Physical naturalness vs digital engineering: People appreciate and make use of the physical things they find and have – they enjoy the simplicity and immediacy of the physical. They may engineer systems around them (for example, put them in albums) but that is usually just for additional enjoyment. In the digital world, however, we are forced into engineering systems. For a start, you need another device (a computer), primed with appropriate software, to enjoy the digital artefacts. So what was a simple and straightforward world of physical things for individuals and the previous generations of their families, has now been encroached upon by an engineered world that requires continuous care and attention in order to access these new digital things. An example which illustrates this tension between physical and digital is the daily To Do List. On the face of it, this is an activity which cries out for digital support: a text list is created, items are crossed of it, and things still on the list at the end of the day need to be transferred to the next day’s list. Despite this, however, some people try the electronic version but then revert back to paper (see the 3rd and 5th paras of this link) citing its immediacy and simplicity.
The fragility of the digital: Our digital systems have many vulnerabilities. For example:
- Both the hardware and the software is prone to developing faults and requiring repair or replacement. They also require periodic updating to enable them to use the newer systems and to operate effectively within the support regimes of the suppliers.

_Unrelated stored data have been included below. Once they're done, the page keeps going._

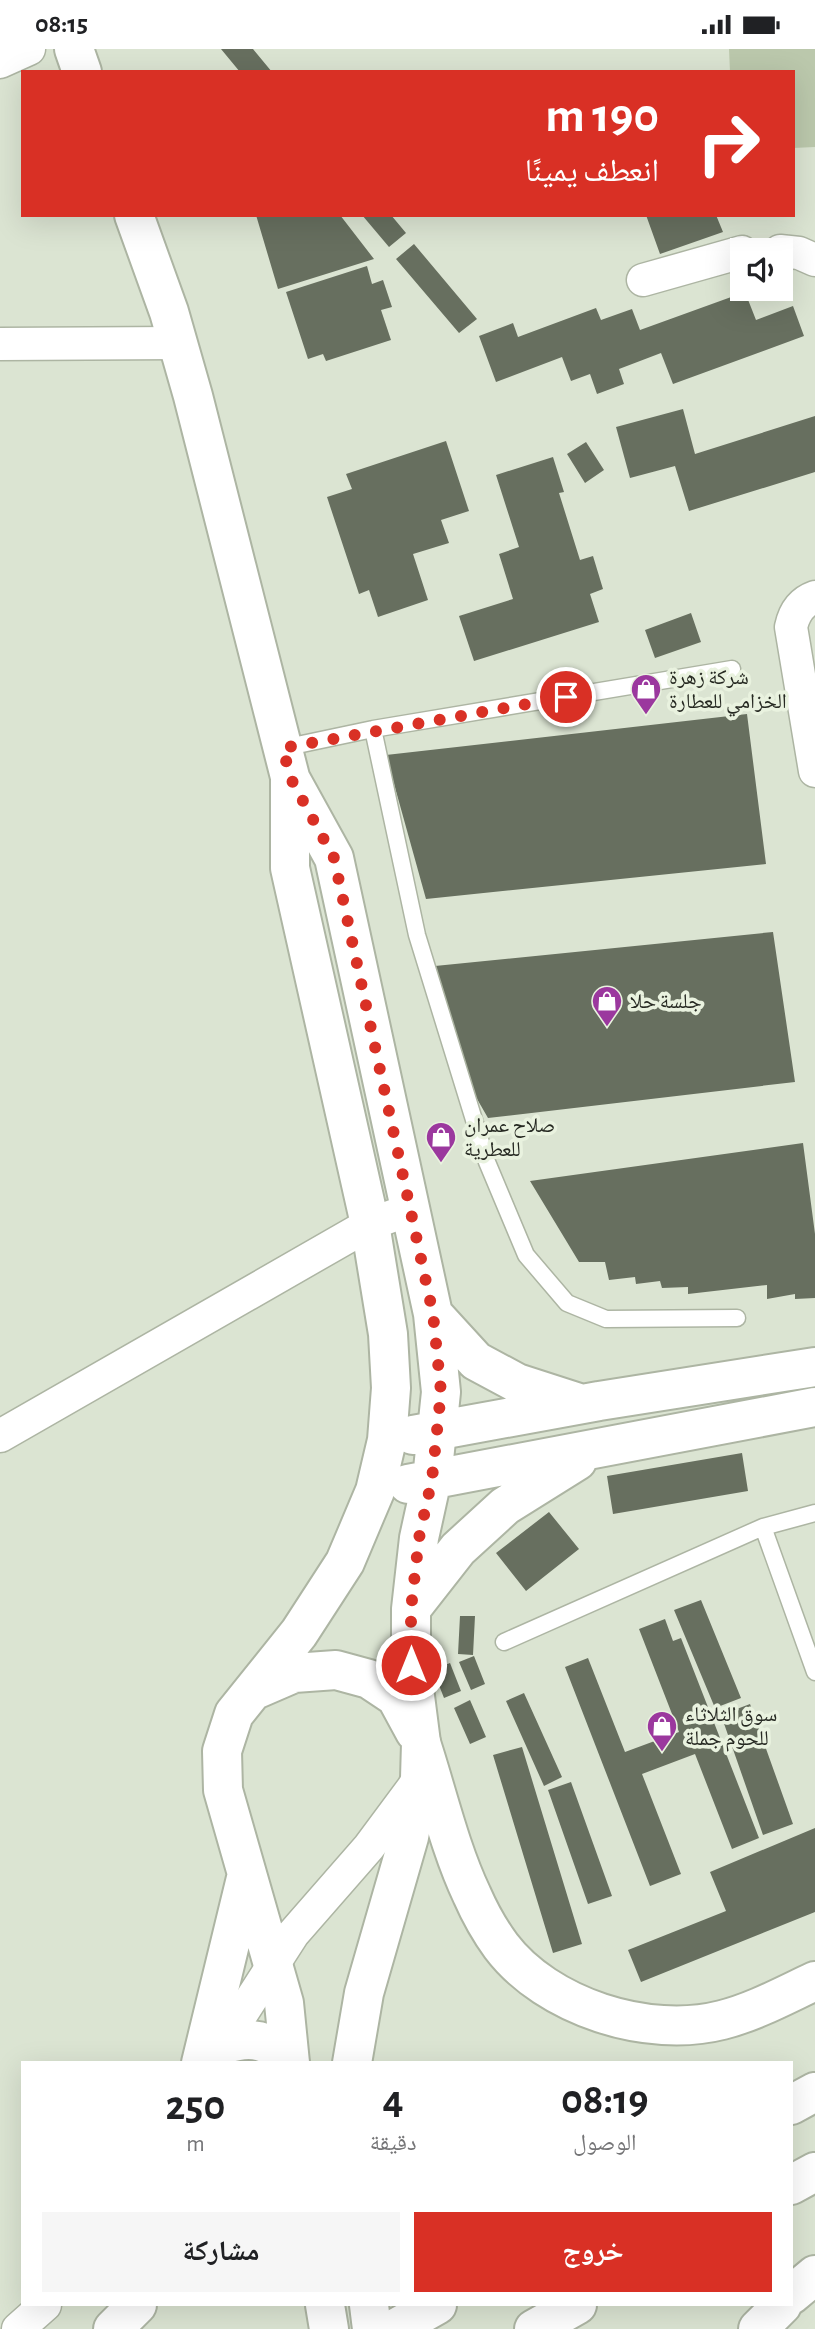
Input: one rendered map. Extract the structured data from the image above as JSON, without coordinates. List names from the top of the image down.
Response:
{
  "places": {
    "shop": [
      "شركة زهرة الخزامي للعطارة",
      "جلسة حلا",
      "صلاح عمران للعطرية",
      "سوق الثلاثاء للحوم جملة"
    ]
  },
  "page": {
    "status": "08:15",
    "turn": ["190 m", "انعطف يمينًا"],
    "eta": [
      "08:19",
      "الوصول",
      "4",
      "دقيقة",
      "250",
      "m"
    ],
    "buttons": ["خروج", "مشاركة"]
  }
}
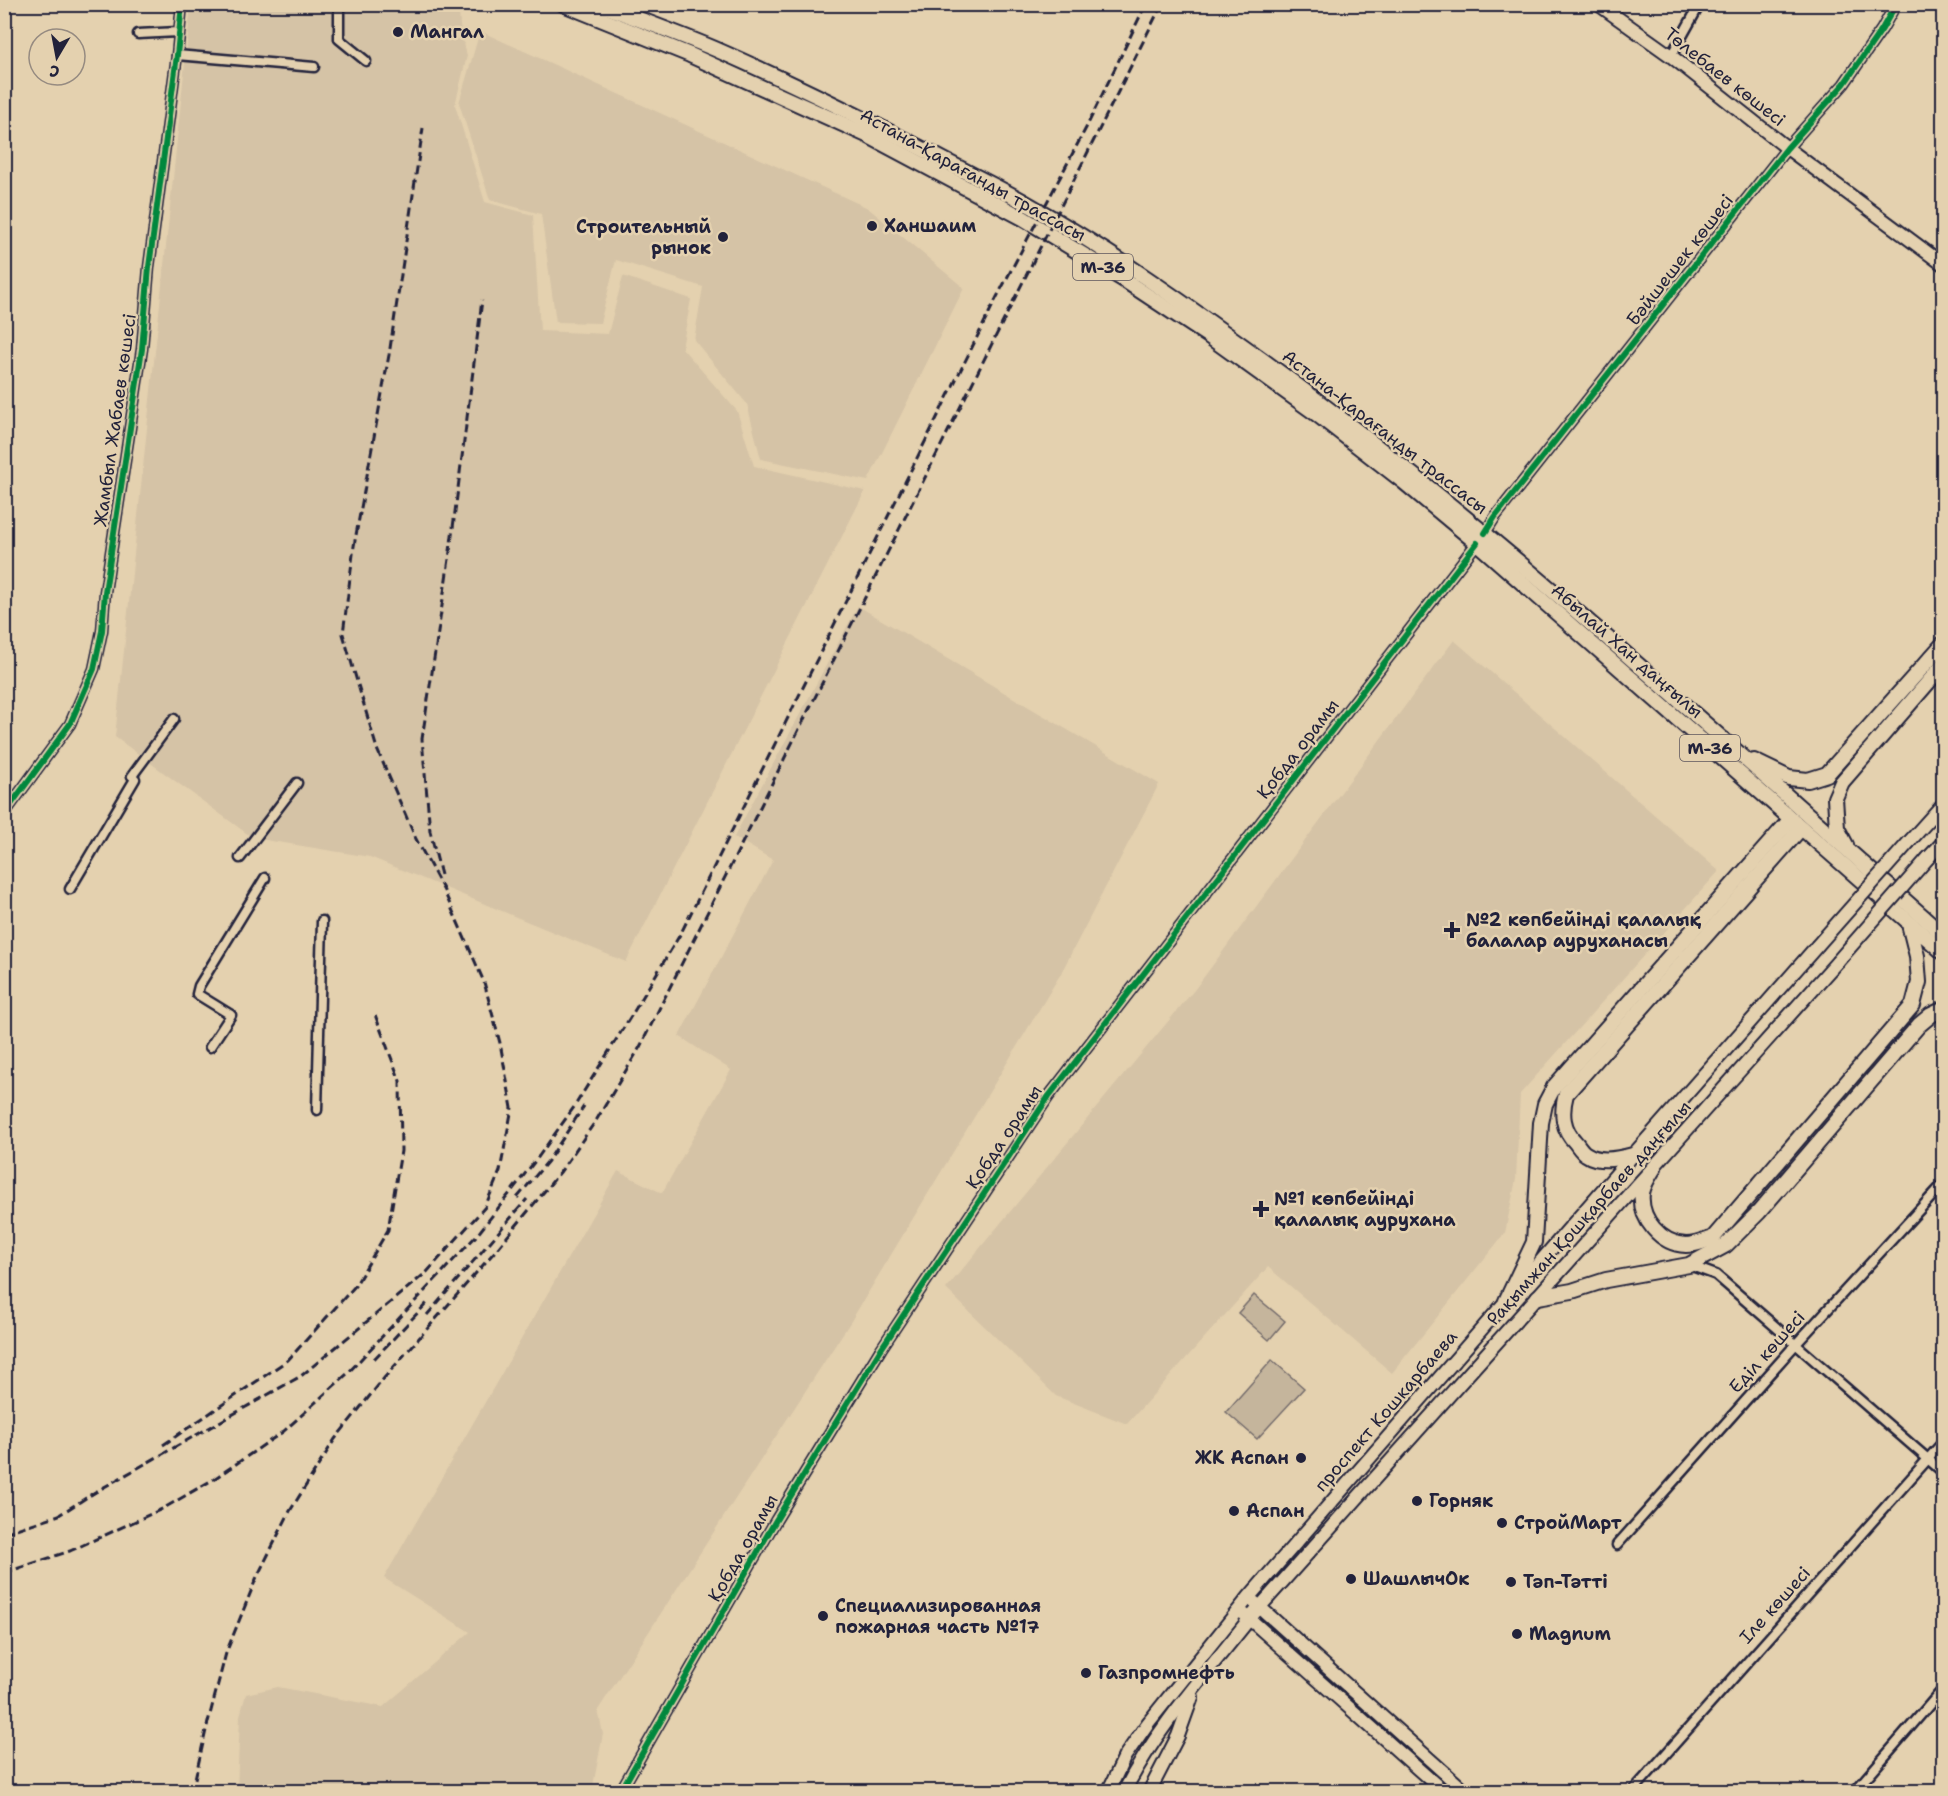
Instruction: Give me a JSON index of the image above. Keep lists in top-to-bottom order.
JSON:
{
  "streets": {
    "main road": [
      "Төлебаев көшесі",
      "Астана-Қарағанды трассасы",
      "M-36",
      "Абылай Хан даңғылы",
      "Рақымжан Қошқарбаев даңғылы",
      "проспект Кошкарбаева"
    ],
    "street": [
      "Бәйшешек көшесі",
      "Жамбыл Жабаев көшесі",
      "Қобда орамы",
      "Еділ көшесі",
      "Іле көшесі"
    ]
  },
  "crossings": [
    ["Төлебаев көшесі", "Бәйшешек көшесі"],
    ["Астана-Қарағанды трассасы", "Бәйшешек көшесі"],
    ["Астана-Қарағанды трассасы", "Абылай Хан даңғылы"],
    ["Астана-Қарағанды трассасы", "Қобда орамы"],
    ["Бәйшешек көшесі", "Абылай Хан даңғылы"],
    ["Бәйшешек көшесі", "Қобда орамы"],
    ["Абылай Хан даңғылы", "Қобда орамы"],
    ["Рақымжан Қошқарбаев даңғылы", "проспект Кошкарбаева"]
  ],
  "places": {
    "other": [
      "Мангал",
      "Ханшаим",
      "Строительный рынок",
      "ЖК Аспан",
      "Горняк",
      "Аспан",
      "СтройМарт",
      "ШашлычОк",
      "Тәп-Тәтті",
      "Специализированная пожарная часть №17",
      "Magnum",
      "Газпромнефть"
    ],
    "health": ["№2 көпбейінді қалалық балалар ауруханасы", "№1 көпбейінді қалалық аурухана"]
  },
  "north": "bottom"
}
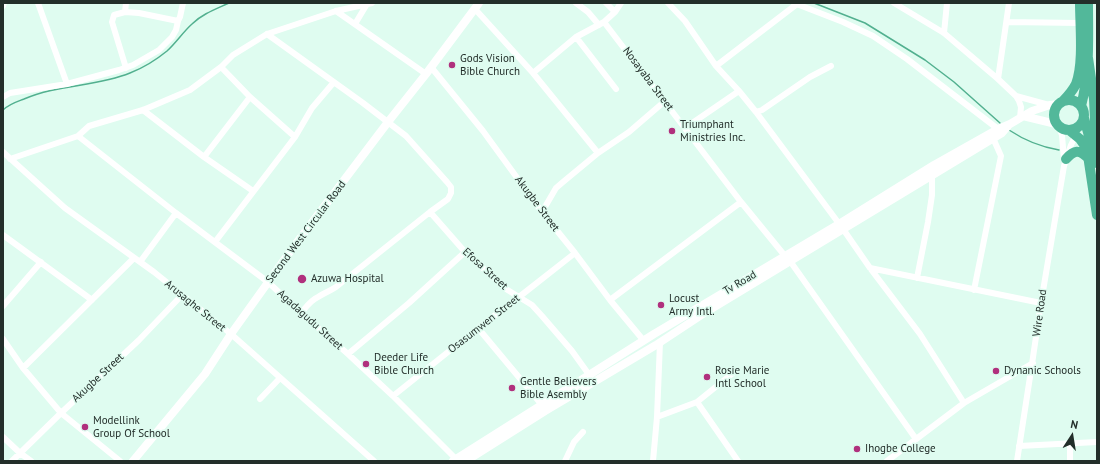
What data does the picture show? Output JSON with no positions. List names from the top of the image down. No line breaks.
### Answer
{"streets":{"street":["Nosayaba Street","Akugbe Street","Second West Circular Road","Efosa Street","Tv Road","Arusaghe Street","Wire Road","Agadagudu Street","Osasumwen Street"]},"crossings":[["Nosayaba Street","Tv Road"],["Akugbe Street","Second West Circular Road"],["Akugbe Street","Tv Road"],["Akugbe Street","Arusaghe Street"],["Akugbe Street","Osasumwen Street"],["Second West Circular Road","Arusaghe Street"],["Second West Circular Road","Agadagudu Street"],["Efosa Street","Tv Road"],["Efosa Street","Osasumwen Street"],["Tv Road","Wire Road"],["Tv Road","Agadagudu Street"],["Agadagudu Street","Osasumwen Street"]],"places":["Gods Vision Bible Church","Triumphant Ministries Inc.","Azuwa Hospital","Locust Army Intl.","Deeder Life Bible Church","Dynanic Schools","Rosie Marie Intl School","Gentle Believers Bible Asembly","Modellink Group Of School","Ihogbe College"],"north":"top"}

- The inter-connectedness and complexity of computers make them vulnerable to criminals intent on data and identity theft.
- The information that is held on a computer can be totally lost in a system crash, disk crash, computer virus attack, fire, or flood.
- The digital world is complex to understand and sometimes to use. Even if you have figured out how to deal with one type of digital object, there is no guarantee that other objects in your digital collections can be accessed by the same software, or that they can be moved from one software system into another. For example, extracting emails and texts from multiple different services to establish a single file of communications could be very difficult to achieve.
Conversion can sometimes be difficult: Scanners and digital cameras are usually easy to use; but sometimes the demands of the objects being digitised make things more difficult. For example, trying to scan an A3 page, or a whole page of a newspaper, can’t be done on an A4 scanner in one pass. The only way to do it is to make a scan of each part and hope that the reader will make sense of the combined set of images. Similar problems occur when scanning documents with multiple folds in which specific areas are revealed when specific elements are unfolded. The person doing the scanning has to make choices about what elements to scan in what order; and the reader may find it difficult to make sense of the resulting multiplicity of scanned images. Books, too, present a problem if you want to scan them. Sometimes the spine will not bend enough to allow a clear scan up to the spine side of each page. If you want to be able to use a sheet feeder on a book (to avoid the trouble of having to scan each page or pair of pages), it will be necessary to cut the pages from the spine which effectively destroys the book. Photographing objects may also be problematic. There are, of course, the normal challenges of getting appropriate lighting and minimising glare and reflection. Beyond this, however, it can be quite difficult to photograph flat items without making them appear larger or smaller on one side than another. The camera needs to be positioned in exactly the same plane as the item being photographed in order to achieve a picture that isn’t distorted. A tripod can help – but the camera still has to be positioned correctly in the first place.